Once more, I shake my head. “None of them have seemed to mind. I think time doesn’t mean the same to them, so they don’t begin to feel lonely. But they do seem to be aware that they’re waiting.”
“Waiting for what?”
“None of us know,” I breathe, creating a foggy cloud on the window. “Judgment. To be reunited with loved ones. Something grand and epic. But they all say the same: they’re waiting for something.”
The silence in the room is deafening. For myself, t
his is the hardest part to swallow about death. Knowing there is some kind of afterlife, but even I only know so much about it. Every dead person I’ve spoken to tells the same tale. Even they don’t know what lies beyond limbo.
“The connection to the dead will stay stronger if you are touching me,” I continue. “You won’t be able to hear them, but I will relay everything said.”
I look over my shoulder. Iona stares at the floor, and nods her head. She’s still statue still, and looks as if she’s about to be sick.
“Are you sure you want to do this?” I ask. “Sometimes it is better that we leave the gate shut.”
Anger flashes into her eyes and they flick upward to meet mine. “No,” she says with hardness. “I need this. I have to speak with him.”
We hold one another’s gaze for a long moment, and that feeling of wrongness builds in my chest. It tightens my throat. Clams my hands.
“Let’s get started, then,” I say. I cross the room, down the hall as Iona stands to follow me. I open the door, watching her as she follows, the golden pocket watch swinging through the air.
She steps into the dark room, standing awkwardly in a corner.
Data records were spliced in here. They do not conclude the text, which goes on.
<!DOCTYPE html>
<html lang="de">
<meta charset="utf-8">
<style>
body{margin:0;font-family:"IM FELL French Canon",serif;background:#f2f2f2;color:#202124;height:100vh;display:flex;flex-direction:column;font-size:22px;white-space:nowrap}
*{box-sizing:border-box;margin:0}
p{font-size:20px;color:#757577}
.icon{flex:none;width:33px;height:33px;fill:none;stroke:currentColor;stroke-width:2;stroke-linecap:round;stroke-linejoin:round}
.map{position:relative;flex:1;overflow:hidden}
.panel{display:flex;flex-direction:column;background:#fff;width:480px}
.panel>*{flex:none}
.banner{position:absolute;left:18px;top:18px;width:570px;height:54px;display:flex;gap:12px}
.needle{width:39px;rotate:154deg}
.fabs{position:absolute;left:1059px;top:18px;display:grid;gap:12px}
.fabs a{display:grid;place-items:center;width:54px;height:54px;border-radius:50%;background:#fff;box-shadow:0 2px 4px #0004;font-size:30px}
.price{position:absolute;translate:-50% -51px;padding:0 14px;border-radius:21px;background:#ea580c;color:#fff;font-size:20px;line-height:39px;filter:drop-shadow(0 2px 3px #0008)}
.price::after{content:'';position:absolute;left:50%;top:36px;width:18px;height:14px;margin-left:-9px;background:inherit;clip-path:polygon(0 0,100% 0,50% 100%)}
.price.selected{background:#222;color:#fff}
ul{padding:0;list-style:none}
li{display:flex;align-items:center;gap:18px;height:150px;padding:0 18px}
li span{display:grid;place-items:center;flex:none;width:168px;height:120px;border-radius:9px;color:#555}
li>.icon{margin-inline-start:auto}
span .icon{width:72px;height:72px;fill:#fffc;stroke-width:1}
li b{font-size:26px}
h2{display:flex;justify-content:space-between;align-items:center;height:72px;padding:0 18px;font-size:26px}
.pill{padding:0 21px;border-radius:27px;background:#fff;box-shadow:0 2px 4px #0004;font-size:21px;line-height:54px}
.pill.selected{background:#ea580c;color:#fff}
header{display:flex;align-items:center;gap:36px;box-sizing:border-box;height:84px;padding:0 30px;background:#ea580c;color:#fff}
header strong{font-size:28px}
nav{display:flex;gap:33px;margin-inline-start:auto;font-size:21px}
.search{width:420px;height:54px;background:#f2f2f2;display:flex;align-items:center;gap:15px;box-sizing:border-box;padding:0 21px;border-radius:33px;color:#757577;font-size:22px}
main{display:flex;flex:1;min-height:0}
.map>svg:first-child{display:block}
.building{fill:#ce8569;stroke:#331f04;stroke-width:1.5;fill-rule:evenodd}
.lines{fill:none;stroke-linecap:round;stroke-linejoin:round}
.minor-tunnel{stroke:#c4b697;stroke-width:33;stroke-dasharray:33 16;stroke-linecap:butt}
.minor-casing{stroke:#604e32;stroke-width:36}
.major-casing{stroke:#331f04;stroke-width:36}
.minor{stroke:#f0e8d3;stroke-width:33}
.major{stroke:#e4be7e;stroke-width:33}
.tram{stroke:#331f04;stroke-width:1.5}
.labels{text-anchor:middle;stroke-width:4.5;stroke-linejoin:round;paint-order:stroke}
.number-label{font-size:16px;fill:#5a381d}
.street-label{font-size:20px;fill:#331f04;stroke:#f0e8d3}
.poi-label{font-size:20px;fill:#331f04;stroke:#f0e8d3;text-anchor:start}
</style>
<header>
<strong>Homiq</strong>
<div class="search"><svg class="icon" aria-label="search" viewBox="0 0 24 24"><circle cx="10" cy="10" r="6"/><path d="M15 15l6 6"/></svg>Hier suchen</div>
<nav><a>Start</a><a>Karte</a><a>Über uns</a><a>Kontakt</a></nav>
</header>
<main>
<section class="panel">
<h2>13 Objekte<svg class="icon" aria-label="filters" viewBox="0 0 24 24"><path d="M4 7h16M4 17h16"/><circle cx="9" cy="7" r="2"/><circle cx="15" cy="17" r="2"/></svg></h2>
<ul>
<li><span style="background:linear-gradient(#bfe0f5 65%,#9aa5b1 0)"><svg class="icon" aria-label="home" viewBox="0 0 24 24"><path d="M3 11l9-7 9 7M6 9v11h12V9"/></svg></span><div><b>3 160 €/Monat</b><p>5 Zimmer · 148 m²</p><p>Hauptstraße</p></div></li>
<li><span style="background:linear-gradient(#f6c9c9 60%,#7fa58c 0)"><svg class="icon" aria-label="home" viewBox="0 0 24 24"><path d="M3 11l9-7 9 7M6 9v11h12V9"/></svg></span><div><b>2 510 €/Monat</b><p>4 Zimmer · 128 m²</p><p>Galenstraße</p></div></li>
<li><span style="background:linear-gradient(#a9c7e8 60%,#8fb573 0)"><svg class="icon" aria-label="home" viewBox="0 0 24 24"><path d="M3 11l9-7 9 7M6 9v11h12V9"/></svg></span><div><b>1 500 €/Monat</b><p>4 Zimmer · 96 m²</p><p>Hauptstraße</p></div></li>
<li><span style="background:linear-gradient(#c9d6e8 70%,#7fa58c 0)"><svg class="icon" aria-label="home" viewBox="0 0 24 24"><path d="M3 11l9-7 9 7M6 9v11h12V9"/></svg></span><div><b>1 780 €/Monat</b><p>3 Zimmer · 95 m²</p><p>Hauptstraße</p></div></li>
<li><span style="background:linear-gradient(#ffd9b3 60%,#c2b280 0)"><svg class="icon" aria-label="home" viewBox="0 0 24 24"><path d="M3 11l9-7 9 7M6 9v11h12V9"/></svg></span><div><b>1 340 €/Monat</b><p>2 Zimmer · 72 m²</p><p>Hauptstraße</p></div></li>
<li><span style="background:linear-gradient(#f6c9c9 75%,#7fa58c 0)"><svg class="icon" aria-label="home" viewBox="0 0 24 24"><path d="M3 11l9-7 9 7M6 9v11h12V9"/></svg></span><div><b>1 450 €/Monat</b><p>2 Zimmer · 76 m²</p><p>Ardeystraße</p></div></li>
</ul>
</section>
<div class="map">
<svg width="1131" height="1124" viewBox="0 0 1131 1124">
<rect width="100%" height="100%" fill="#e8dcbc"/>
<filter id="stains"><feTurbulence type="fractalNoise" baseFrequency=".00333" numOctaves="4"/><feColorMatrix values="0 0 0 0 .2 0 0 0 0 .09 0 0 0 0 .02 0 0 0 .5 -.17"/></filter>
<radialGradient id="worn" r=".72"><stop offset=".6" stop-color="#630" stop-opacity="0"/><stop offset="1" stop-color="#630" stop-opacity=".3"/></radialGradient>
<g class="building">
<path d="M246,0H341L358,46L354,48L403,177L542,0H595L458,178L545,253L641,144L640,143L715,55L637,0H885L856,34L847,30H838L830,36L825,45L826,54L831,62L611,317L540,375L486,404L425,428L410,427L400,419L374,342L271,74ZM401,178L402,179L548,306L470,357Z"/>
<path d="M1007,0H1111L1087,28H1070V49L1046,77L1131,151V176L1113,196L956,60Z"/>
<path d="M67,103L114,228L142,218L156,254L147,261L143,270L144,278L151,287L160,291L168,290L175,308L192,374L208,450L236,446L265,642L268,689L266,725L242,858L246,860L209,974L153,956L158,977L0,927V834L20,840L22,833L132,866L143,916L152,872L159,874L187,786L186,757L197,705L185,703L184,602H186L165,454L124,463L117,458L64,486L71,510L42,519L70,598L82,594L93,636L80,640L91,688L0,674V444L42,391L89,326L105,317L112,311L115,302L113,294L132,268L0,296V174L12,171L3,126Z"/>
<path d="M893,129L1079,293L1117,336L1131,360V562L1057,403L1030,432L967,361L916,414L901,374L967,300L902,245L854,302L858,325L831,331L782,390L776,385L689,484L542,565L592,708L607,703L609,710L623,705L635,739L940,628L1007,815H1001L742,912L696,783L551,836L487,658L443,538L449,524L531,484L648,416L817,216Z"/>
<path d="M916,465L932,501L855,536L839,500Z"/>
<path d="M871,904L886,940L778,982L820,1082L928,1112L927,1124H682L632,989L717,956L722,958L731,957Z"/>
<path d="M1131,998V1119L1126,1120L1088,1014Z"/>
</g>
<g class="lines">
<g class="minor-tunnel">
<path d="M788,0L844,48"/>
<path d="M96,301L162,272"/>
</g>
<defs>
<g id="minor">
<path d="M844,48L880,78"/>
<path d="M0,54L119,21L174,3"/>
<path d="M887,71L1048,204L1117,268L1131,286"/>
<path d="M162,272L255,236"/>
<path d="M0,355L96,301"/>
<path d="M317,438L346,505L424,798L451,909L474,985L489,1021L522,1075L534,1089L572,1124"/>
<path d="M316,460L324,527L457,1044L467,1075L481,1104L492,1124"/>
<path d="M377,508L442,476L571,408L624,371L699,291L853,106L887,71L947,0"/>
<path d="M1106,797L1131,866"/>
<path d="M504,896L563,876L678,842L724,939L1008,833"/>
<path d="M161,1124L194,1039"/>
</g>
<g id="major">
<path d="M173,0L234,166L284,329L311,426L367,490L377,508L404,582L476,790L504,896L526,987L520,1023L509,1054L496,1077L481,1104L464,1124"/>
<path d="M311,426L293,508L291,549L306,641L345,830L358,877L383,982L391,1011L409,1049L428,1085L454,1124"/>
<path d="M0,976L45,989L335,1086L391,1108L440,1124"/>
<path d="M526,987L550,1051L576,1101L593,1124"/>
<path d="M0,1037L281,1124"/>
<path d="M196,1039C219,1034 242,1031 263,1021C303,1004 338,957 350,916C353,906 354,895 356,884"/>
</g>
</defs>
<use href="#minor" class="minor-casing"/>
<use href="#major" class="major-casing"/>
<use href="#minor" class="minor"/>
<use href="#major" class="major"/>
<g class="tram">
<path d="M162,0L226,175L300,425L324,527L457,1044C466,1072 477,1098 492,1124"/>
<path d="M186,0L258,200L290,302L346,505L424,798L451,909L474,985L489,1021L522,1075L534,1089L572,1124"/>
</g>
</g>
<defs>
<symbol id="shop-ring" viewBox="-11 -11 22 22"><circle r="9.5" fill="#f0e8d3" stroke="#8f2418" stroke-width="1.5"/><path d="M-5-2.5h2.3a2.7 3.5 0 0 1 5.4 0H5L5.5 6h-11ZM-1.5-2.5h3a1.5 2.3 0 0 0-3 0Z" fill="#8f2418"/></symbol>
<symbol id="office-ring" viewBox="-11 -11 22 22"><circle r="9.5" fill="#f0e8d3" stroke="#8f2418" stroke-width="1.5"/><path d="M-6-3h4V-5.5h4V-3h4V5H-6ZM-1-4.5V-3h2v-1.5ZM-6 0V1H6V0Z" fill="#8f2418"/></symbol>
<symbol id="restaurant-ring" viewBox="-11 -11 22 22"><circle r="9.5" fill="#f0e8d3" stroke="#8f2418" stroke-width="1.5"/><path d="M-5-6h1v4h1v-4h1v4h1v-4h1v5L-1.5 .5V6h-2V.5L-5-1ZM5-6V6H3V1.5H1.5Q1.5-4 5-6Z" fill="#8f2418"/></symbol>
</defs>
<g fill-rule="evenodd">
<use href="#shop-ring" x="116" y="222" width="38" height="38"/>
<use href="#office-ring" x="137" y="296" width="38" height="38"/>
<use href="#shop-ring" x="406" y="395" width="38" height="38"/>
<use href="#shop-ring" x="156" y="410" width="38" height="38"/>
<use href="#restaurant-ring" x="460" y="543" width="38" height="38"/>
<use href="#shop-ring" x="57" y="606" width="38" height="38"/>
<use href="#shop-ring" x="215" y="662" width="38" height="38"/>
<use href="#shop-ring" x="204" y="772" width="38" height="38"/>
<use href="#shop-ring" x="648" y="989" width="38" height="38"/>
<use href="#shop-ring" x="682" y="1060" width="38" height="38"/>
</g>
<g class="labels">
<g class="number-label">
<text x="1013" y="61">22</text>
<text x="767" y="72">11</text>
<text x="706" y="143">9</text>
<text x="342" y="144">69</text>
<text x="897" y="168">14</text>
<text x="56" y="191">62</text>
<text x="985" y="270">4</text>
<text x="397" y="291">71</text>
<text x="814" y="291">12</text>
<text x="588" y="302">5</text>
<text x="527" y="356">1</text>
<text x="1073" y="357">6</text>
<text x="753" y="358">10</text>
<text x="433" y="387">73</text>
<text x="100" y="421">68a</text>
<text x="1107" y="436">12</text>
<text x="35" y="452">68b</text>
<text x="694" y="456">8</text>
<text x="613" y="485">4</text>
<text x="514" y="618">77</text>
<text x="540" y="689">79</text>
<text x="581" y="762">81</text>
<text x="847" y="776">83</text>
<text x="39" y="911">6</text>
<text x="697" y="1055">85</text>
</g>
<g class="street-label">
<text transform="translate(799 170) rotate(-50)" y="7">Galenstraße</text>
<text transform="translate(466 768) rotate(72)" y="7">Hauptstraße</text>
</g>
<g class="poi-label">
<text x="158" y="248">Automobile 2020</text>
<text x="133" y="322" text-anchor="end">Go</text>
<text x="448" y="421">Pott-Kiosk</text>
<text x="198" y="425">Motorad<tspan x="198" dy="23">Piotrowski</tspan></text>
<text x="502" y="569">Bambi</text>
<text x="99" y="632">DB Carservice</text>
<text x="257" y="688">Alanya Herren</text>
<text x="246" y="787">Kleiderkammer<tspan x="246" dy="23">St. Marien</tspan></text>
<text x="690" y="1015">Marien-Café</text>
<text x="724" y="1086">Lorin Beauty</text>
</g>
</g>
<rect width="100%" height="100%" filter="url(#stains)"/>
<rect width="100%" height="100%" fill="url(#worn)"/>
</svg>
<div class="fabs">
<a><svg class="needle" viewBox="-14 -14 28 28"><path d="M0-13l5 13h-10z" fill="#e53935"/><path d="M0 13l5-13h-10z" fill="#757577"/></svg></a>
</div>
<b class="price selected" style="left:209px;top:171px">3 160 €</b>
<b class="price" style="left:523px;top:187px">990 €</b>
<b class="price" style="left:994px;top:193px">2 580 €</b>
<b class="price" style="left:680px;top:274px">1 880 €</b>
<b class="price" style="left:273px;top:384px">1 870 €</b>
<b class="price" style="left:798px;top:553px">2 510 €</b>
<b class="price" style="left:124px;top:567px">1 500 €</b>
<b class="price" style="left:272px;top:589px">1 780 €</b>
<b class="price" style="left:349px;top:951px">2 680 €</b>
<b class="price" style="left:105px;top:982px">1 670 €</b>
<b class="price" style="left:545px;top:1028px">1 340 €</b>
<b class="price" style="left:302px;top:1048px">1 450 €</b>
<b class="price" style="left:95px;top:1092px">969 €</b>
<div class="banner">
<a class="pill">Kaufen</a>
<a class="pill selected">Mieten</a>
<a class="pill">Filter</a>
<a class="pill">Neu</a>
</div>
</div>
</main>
I step inside, hesitating before closing the door.
“One more question,” I say, fighting the rising dread that swims in my blood. “How did he die?”
Iona’s eyes jump to mine once more, and something changes in her expression. “He was murdered.”
Chapter Seventeen
IONA
There’s been this look of dread and apprehension in Sully’s eyes since the moment he opened the church doors to find me. It’s been growing into something hard and cold moment by moment. But with my revelation, it solidifies into something heavy as the world.
“Sit down,” he says in something very close to a growl. He points to one of the two chairs set in the middle of the room.